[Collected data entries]
☆ ☆ ☆ ☆ ☆ ☆ ☆
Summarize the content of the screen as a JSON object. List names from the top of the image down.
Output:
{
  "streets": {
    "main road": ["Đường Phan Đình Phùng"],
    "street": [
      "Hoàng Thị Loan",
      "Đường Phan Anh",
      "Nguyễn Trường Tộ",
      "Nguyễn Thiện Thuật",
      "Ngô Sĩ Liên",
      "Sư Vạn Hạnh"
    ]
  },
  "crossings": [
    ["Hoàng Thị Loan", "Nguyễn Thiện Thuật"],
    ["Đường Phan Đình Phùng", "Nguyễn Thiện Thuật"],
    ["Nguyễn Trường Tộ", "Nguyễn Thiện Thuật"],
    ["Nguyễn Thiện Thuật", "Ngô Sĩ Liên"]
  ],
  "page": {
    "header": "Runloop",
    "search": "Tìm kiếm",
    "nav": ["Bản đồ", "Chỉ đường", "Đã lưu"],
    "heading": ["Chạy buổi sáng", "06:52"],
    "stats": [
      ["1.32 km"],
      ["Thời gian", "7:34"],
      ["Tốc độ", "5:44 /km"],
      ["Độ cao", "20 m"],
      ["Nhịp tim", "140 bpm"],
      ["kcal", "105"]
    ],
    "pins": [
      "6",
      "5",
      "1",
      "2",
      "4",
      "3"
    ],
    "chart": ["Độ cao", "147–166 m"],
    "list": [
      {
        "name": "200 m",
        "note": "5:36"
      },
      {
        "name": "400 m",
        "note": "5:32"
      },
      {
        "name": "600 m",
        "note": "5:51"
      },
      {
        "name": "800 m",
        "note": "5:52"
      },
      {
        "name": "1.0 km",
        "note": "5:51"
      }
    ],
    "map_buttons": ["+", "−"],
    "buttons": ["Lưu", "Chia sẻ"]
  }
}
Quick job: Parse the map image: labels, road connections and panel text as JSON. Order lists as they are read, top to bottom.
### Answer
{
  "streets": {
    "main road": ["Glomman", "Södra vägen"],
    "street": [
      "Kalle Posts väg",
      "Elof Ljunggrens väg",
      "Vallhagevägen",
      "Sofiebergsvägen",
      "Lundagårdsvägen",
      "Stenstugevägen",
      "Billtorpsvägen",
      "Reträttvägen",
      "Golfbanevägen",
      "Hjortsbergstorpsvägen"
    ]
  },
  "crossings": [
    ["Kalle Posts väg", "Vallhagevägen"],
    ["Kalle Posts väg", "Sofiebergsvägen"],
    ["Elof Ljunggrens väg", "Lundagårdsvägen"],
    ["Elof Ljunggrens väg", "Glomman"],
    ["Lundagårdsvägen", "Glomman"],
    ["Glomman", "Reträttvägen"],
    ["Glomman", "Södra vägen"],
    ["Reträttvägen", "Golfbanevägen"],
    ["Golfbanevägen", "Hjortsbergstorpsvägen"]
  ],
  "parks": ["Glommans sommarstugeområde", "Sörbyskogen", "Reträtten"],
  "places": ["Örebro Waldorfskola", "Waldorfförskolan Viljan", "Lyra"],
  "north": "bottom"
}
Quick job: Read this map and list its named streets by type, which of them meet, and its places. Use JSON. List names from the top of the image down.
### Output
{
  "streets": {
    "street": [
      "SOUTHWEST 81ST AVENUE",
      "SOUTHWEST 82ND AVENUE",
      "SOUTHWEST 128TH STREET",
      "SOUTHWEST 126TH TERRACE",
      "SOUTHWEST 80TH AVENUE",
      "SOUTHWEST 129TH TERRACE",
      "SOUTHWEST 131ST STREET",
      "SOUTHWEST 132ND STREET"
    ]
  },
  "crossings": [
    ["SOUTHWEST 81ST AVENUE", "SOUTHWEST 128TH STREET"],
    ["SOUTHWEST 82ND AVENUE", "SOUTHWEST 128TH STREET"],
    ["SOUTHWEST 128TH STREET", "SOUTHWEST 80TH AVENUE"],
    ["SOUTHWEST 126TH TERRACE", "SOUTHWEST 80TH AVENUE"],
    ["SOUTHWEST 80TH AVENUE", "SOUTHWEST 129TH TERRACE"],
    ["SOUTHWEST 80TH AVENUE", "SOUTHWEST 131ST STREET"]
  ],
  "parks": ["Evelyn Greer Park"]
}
☆ ☆ ☆ ☆ ☆ ☆ ☆
__Exercise objective__:
Return a copy of each line in the entries that carries the string "down".

__Solution below__:
Summarize the content of the screen as a JSON object. List names from the top of the image down.
Quick job: Read this map and list its named streets by type, which of them meet, and its places. Use JSON. List names from the top of the image down.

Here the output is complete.